▶ **Exercise directions**
What you return should be each line of the data containing the string "stream".

▶ **Supplied records**
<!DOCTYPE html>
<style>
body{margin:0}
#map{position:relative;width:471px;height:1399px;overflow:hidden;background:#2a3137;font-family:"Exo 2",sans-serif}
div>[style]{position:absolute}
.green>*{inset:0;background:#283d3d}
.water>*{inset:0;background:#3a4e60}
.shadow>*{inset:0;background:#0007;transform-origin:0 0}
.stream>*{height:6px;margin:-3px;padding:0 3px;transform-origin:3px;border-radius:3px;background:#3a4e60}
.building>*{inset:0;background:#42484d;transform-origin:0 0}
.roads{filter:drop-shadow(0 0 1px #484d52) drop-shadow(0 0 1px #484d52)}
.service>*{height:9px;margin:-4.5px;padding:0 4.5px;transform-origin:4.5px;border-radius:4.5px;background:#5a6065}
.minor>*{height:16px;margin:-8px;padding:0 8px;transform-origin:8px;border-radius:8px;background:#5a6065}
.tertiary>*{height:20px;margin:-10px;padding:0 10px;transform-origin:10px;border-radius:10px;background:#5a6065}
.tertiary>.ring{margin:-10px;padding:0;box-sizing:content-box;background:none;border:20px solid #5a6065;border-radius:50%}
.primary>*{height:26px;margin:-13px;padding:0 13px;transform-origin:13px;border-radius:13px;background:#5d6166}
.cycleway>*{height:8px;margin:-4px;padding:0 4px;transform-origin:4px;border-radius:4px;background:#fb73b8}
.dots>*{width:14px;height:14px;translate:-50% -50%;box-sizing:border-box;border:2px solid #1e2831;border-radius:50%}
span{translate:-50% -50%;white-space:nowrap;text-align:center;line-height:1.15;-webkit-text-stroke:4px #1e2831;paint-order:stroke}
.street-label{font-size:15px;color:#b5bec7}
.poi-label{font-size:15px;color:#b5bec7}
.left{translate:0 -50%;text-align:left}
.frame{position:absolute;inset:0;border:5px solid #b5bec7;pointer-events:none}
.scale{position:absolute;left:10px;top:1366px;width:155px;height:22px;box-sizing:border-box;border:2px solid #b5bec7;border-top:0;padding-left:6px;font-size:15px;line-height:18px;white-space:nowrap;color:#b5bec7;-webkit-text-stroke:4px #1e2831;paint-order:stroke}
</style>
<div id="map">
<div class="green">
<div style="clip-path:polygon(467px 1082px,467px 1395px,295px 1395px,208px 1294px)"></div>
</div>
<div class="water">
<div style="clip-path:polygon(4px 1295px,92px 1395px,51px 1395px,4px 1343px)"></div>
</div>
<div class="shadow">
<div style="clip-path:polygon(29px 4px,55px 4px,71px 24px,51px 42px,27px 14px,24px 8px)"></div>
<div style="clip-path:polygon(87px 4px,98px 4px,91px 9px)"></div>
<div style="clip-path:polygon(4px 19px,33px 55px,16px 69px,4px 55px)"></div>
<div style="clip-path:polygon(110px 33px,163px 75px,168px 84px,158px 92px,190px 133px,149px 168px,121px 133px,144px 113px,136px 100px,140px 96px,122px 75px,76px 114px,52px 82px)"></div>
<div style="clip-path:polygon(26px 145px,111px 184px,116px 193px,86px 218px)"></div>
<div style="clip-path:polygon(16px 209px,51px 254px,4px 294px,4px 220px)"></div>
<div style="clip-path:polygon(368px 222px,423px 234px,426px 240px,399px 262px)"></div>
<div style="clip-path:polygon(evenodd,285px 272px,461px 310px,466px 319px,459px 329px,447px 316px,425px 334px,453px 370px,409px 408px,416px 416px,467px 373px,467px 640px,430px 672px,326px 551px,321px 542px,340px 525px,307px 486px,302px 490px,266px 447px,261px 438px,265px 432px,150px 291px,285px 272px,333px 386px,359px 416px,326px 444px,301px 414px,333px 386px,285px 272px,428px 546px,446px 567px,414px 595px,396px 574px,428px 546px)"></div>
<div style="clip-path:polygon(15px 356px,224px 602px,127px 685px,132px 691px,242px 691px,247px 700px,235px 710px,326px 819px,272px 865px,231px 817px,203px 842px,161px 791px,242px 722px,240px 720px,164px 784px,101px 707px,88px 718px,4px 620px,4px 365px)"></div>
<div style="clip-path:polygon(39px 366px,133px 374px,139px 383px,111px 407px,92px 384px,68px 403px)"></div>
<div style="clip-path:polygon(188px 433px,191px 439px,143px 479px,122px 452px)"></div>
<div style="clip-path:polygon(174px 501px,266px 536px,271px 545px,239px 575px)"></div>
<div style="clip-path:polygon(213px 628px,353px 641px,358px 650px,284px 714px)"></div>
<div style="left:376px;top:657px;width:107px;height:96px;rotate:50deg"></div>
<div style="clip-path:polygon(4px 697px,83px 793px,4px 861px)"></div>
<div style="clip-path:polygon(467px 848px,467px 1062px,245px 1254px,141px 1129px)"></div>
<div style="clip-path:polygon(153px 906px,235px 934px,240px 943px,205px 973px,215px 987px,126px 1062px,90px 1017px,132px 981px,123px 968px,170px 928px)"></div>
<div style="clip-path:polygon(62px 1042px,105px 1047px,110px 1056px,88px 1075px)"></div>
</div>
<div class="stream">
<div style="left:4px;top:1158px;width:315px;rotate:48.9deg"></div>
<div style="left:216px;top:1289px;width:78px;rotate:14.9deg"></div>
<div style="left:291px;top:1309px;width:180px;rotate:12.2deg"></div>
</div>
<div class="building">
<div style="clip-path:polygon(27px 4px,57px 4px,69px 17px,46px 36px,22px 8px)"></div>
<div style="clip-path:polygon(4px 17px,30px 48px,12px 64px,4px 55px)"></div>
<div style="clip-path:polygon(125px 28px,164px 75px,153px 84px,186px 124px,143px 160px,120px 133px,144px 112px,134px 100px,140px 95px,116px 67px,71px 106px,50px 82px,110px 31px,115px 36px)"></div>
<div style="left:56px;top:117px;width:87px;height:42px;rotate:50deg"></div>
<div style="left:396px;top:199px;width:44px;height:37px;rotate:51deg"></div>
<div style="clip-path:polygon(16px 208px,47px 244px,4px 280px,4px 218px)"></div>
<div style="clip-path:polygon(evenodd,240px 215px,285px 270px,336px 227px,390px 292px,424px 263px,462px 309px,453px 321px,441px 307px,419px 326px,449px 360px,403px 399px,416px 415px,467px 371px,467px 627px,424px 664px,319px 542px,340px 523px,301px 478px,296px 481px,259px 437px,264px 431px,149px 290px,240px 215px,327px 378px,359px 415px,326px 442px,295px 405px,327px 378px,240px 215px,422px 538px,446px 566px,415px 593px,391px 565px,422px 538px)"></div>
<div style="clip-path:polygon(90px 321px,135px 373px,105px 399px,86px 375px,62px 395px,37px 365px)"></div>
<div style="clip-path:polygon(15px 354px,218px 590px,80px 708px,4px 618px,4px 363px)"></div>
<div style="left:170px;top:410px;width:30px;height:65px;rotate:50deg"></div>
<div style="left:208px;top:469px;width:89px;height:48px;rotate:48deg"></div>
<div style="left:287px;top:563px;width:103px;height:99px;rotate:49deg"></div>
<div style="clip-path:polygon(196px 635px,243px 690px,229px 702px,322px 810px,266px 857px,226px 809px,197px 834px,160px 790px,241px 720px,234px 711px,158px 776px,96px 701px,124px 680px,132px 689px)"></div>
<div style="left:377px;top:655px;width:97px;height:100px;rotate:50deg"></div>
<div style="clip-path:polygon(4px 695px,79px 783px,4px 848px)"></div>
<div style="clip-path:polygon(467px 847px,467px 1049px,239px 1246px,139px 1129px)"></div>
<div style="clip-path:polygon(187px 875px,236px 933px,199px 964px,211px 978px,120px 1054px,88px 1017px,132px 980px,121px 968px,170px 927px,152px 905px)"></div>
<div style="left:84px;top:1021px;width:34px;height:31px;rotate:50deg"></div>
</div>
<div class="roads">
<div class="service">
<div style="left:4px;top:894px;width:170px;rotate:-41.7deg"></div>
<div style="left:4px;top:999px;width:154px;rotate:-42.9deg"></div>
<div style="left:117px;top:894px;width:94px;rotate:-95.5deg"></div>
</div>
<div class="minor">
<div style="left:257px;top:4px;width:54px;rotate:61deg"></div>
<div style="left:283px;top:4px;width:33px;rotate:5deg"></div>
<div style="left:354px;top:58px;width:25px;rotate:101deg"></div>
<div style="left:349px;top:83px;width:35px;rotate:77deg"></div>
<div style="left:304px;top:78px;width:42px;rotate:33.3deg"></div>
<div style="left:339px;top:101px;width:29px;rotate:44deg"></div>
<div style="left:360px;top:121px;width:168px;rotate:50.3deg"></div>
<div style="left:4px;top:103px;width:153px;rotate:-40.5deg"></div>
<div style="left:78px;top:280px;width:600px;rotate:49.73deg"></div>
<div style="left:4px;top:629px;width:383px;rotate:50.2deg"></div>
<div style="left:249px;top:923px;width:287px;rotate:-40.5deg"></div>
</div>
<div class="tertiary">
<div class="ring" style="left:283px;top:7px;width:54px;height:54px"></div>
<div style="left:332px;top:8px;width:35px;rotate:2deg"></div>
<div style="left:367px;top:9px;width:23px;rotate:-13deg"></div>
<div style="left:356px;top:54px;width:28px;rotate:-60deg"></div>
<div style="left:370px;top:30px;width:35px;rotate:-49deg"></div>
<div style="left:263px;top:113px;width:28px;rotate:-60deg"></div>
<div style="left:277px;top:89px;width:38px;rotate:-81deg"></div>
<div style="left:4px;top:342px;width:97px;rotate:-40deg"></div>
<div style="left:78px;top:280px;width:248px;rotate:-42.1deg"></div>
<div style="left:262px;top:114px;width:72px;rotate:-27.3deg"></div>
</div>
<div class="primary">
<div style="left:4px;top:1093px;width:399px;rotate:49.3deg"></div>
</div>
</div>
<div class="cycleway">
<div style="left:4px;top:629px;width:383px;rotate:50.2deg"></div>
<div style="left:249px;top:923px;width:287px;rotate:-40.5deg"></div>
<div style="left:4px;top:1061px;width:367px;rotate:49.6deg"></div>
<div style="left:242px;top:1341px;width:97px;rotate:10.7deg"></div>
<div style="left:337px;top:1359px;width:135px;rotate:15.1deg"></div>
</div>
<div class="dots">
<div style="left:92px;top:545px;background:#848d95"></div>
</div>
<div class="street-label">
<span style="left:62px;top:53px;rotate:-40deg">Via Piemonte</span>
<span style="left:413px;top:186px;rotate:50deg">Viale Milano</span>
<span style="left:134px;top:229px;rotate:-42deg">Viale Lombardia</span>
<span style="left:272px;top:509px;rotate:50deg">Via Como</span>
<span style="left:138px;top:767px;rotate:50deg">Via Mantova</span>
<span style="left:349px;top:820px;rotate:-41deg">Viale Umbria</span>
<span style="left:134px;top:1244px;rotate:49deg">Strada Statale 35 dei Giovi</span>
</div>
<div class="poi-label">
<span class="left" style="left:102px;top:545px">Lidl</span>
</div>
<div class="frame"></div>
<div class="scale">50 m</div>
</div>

▶ **Written answer**
.stream>*{height:6px;margin:-3px;padding:0 3px;transform-origin:3px;border-radius:3px;background:#3a4e60}
<div class="stream">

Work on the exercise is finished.